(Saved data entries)
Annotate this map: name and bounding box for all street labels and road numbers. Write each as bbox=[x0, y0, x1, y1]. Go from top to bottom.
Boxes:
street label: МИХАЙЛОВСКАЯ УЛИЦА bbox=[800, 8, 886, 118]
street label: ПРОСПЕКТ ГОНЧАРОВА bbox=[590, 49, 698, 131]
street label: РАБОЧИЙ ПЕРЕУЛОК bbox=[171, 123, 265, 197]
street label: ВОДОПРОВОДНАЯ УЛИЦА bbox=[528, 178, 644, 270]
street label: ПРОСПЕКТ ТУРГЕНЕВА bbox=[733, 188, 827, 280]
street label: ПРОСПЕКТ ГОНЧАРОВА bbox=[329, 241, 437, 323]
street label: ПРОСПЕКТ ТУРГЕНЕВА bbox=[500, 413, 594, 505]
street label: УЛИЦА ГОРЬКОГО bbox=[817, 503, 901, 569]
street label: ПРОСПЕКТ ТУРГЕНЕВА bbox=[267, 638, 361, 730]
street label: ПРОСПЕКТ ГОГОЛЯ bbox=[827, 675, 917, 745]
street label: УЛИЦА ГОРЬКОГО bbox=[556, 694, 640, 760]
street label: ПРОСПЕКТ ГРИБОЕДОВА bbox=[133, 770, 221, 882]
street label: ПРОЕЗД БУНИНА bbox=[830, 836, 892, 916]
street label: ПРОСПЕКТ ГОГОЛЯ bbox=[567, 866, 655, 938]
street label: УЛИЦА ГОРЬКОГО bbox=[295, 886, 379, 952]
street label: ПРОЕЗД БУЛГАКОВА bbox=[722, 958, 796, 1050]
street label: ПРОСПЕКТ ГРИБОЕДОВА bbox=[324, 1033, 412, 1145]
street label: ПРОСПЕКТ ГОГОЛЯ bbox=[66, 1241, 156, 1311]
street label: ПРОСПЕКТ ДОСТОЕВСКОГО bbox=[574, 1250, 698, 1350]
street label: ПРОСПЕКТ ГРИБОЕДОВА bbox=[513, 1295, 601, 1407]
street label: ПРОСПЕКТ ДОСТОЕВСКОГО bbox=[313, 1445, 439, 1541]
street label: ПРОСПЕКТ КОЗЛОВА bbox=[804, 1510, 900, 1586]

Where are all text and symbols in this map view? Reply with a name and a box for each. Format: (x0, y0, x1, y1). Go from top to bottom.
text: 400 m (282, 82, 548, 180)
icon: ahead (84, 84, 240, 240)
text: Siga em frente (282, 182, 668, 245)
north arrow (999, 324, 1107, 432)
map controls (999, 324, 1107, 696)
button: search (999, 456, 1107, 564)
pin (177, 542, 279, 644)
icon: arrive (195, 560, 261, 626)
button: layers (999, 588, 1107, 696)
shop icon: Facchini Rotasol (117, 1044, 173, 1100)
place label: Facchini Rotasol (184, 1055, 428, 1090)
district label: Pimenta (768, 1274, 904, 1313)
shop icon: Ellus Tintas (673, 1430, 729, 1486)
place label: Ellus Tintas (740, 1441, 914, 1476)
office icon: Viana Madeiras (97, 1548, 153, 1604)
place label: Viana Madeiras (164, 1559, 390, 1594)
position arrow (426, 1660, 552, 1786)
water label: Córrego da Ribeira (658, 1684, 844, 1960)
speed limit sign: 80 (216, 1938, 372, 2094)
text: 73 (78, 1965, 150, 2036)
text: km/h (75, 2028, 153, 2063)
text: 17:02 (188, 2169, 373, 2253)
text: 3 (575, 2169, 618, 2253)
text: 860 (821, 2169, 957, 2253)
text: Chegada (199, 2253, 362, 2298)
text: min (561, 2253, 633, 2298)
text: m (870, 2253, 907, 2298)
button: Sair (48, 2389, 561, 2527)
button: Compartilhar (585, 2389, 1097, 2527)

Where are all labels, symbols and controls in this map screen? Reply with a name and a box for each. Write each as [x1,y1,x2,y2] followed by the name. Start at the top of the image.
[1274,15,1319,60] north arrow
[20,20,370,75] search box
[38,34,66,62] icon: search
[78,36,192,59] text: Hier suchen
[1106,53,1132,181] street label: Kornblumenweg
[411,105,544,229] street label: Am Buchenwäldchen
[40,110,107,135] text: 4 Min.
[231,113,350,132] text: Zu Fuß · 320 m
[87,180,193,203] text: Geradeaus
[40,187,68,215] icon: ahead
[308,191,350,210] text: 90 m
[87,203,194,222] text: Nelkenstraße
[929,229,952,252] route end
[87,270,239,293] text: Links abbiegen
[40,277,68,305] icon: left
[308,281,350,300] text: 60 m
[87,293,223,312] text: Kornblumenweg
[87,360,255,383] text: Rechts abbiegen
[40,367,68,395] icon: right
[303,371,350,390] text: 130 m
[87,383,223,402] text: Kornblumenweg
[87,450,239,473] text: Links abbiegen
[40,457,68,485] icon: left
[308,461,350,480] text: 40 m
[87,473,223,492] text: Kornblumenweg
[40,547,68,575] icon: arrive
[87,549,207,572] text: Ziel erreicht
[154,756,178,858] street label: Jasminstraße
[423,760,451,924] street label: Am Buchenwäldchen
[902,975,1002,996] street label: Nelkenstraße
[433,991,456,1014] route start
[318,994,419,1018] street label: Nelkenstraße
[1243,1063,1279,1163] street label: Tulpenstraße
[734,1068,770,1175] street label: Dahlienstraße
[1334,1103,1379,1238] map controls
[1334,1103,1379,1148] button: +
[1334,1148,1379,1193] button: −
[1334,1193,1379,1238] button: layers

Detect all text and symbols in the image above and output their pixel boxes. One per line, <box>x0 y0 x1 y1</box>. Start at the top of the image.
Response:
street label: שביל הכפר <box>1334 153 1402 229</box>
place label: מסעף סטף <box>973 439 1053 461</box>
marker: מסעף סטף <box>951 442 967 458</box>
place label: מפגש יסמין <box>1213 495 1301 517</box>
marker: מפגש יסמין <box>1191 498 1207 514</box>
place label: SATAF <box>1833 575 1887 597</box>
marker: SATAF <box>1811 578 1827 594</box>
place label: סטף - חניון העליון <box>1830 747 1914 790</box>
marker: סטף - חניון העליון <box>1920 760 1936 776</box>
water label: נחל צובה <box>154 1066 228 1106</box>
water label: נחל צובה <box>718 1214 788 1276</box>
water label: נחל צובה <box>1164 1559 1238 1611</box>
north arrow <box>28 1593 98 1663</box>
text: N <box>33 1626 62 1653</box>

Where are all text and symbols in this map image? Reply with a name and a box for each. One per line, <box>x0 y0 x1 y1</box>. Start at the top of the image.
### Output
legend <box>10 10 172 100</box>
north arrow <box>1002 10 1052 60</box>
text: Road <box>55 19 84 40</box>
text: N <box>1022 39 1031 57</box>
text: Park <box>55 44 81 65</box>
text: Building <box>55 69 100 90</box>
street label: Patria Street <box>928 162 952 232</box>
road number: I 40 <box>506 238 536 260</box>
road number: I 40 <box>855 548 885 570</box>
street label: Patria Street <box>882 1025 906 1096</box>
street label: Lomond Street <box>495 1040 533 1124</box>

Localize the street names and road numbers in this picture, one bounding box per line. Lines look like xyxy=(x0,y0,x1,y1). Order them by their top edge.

Goal of the exercise >> Your answer must be the records above, repeated exactly.

Response >>
Annotate this map: name and bounding box for all street labels and road numbers. Write each as bbox=[x0, y0, x1, y1]. Go from top to bottom.
Boxes:
street label: МИХАЙЛОВСКАЯ УЛИЦА bbox=[800, 8, 886, 118]
street label: ПРОСПЕКТ ГОНЧАРОВА bbox=[590, 49, 698, 131]
street label: РАБОЧИЙ ПЕРЕУЛОК bbox=[171, 123, 265, 197]
street label: ВОДОПРОВОДНАЯ УЛИЦА bbox=[528, 178, 644, 270]
street label: ПРОСПЕКТ ТУРГЕНЕВА bbox=[733, 188, 827, 280]
street label: ПРОСПЕКТ ГОНЧАРОВА bbox=[329, 241, 437, 323]
street label: ПРОСПЕКТ ТУРГЕНЕВА bbox=[500, 413, 594, 505]
street label: УЛИЦА ГОРЬКОГО bbox=[817, 503, 901, 569]
street label: ПРОСПЕКТ ТУРГЕНЕВА bbox=[267, 638, 361, 730]
street label: ПРОСПЕКТ ГОГОЛЯ bbox=[827, 675, 917, 745]
street label: УЛИЦА ГОРЬКОГО bbox=[556, 694, 640, 760]
street label: ПРОСПЕКТ ГРИБОЕДОВА bbox=[133, 770, 221, 882]
street label: ПРОЕЗД БУНИНА bbox=[830, 836, 892, 916]
street label: ПРОСПЕКТ ГОГОЛЯ bbox=[567, 866, 655, 938]
street label: УЛИЦА ГОРЬКОГО bbox=[295, 886, 379, 952]
street label: ПРОЕЗД БУЛГАКОВА bbox=[722, 958, 796, 1050]
street label: ПРОСПЕКТ ГРИБОЕДОВА bbox=[324, 1033, 412, 1145]
street label: ПРОСПЕКТ ГОГОЛЯ bbox=[66, 1241, 156, 1311]
street label: ПРОСПЕКТ ДОСТОЕВСКОГО bbox=[574, 1250, 698, 1350]
street label: ПРОСПЕКТ ГРИБОЕДОВА bbox=[513, 1295, 601, 1407]
street label: ПРОСПЕКТ ДОСТОЕВСКОГО bbox=[313, 1445, 439, 1541]
street label: ПРОСПЕКТ КОЗЛОВА bbox=[804, 1510, 900, 1586]

Where are all text and symbols in this map view? Reply with a name and a box for each. Format: (x0, y0, x1, y1). Go from top to bottom.
text: 400 m (282, 82, 548, 180)
icon: ahead (84, 84, 240, 240)
text: Siga em frente (282, 182, 668, 245)
north arrow (999, 324, 1107, 432)
map controls (999, 324, 1107, 696)
button: search (999, 456, 1107, 564)
pin (177, 542, 279, 644)
icon: arrive (195, 560, 261, 626)
button: layers (999, 588, 1107, 696)
shop icon: Facchini Rotasol (117, 1044, 173, 1100)
place label: Facchini Rotasol (184, 1055, 428, 1090)
district label: Pimenta (768, 1274, 904, 1313)
shop icon: Ellus Tintas (673, 1430, 729, 1486)
place label: Ellus Tintas (740, 1441, 914, 1476)
office icon: Viana Madeiras (97, 1548, 153, 1604)
place label: Viana Madeiras (164, 1559, 390, 1594)
position arrow (426, 1660, 552, 1786)
water label: Córrego da Ribeira (658, 1684, 844, 1960)
speed limit sign: 80 (216, 1938, 372, 2094)
text: 73 (78, 1965, 150, 2036)
text: km/h (75, 2028, 153, 2063)
text: 17:02 (188, 2169, 373, 2253)
text: 3 (575, 2169, 618, 2253)
text: 860 (821, 2169, 957, 2253)
text: Chegada (199, 2253, 362, 2298)
text: min (561, 2253, 633, 2298)
text: m (870, 2253, 907, 2298)
button: Sair (48, 2389, 561, 2527)
button: Compartilhar (585, 2389, 1097, 2527)

Where are all labels, symbols and controls in this map screen? Reply with a name and a box for each. Write each as [x1,y1,x2,y2] followed by the name. Start at the top of the image.
[1274,15,1319,60] north arrow
[20,20,370,75] search box
[38,34,66,62] icon: search
[78,36,192,59] text: Hier suchen
[1106,53,1132,181] street label: Kornblumenweg
[411,105,544,229] street label: Am Buchenwäldchen
[40,110,107,135] text: 4 Min.
[231,113,350,132] text: Zu Fuß · 320 m
[87,180,193,203] text: Geradeaus
[40,187,68,215] icon: ahead
[308,191,350,210] text: 90 m
[87,203,194,222] text: Nelkenstraße
[929,229,952,252] route end
[87,270,239,293] text: Links abbiegen
[40,277,68,305] icon: left
[308,281,350,300] text: 60 m
[87,293,223,312] text: Kornblumenweg
[87,360,255,383] text: Rechts abbiegen
[40,367,68,395] icon: right
[303,371,350,390] text: 130 m
[87,383,223,402] text: Kornblumenweg
[87,450,239,473] text: Links abbiegen
[40,457,68,485] icon: left
[308,461,350,480] text: 40 m
[87,473,223,492] text: Kornblumenweg
[40,547,68,575] icon: arrive
[87,549,207,572] text: Ziel erreicht
[154,756,178,858] street label: Jasminstraße
[423,760,451,924] street label: Am Buchenwäldchen
[902,975,1002,996] street label: Nelkenstraße
[433,991,456,1014] route start
[318,994,419,1018] street label: Nelkenstraße
[1243,1063,1279,1163] street label: Tulpenstraße
[734,1068,770,1175] street label: Dahlienstraße
[1334,1103,1379,1238] map controls
[1334,1103,1379,1148] button: +
[1334,1148,1379,1193] button: −
[1334,1193,1379,1238] button: layers

Detect all text and symbols in the image above and output their pixel boxes. One per line, <box>x0 y0 x1 y1</box>. Start at the top of the image.
Response:
street label: שביל הכפר <box>1334 153 1402 229</box>
place label: מסעף סטף <box>973 439 1053 461</box>
marker: מסעף סטף <box>951 442 967 458</box>
place label: מפגש יסמין <box>1213 495 1301 517</box>
marker: מפגש יסמין <box>1191 498 1207 514</box>
place label: SATAF <box>1833 575 1887 597</box>
marker: SATAF <box>1811 578 1827 594</box>
place label: סטף - חניון העליון <box>1830 747 1914 790</box>
marker: סטף - חניון העליון <box>1920 760 1936 776</box>
water label: נחל צובה <box>154 1066 228 1106</box>
water label: נחל צובה <box>718 1214 788 1276</box>
water label: נחל צובה <box>1164 1559 1238 1611</box>
north arrow <box>28 1593 98 1663</box>
text: N <box>33 1626 62 1653</box>

Where are all text and symbols in this map image? Reply with a name and a box for each. One per line, <box>x0 y0 x1 y1</box>. Start at the top of the image.
### Output
legend <box>10 10 172 100</box>
north arrow <box>1002 10 1052 60</box>
text: Road <box>55 19 84 40</box>
text: N <box>1022 39 1031 57</box>
text: Park <box>55 44 81 65</box>
text: Building <box>55 69 100 90</box>
street label: Patria Street <box>928 162 952 232</box>
road number: I 40 <box>506 238 536 260</box>
road number: I 40 <box>855 548 885 570</box>
street label: Patria Street <box>882 1025 906 1096</box>
street label: Lomond Street <box>495 1040 533 1124</box>

Localize the street names and road numbers in this picture, one bounding box per line. Lines look like xyxy=(x0,y0,x1,y1). Order them by their top edge.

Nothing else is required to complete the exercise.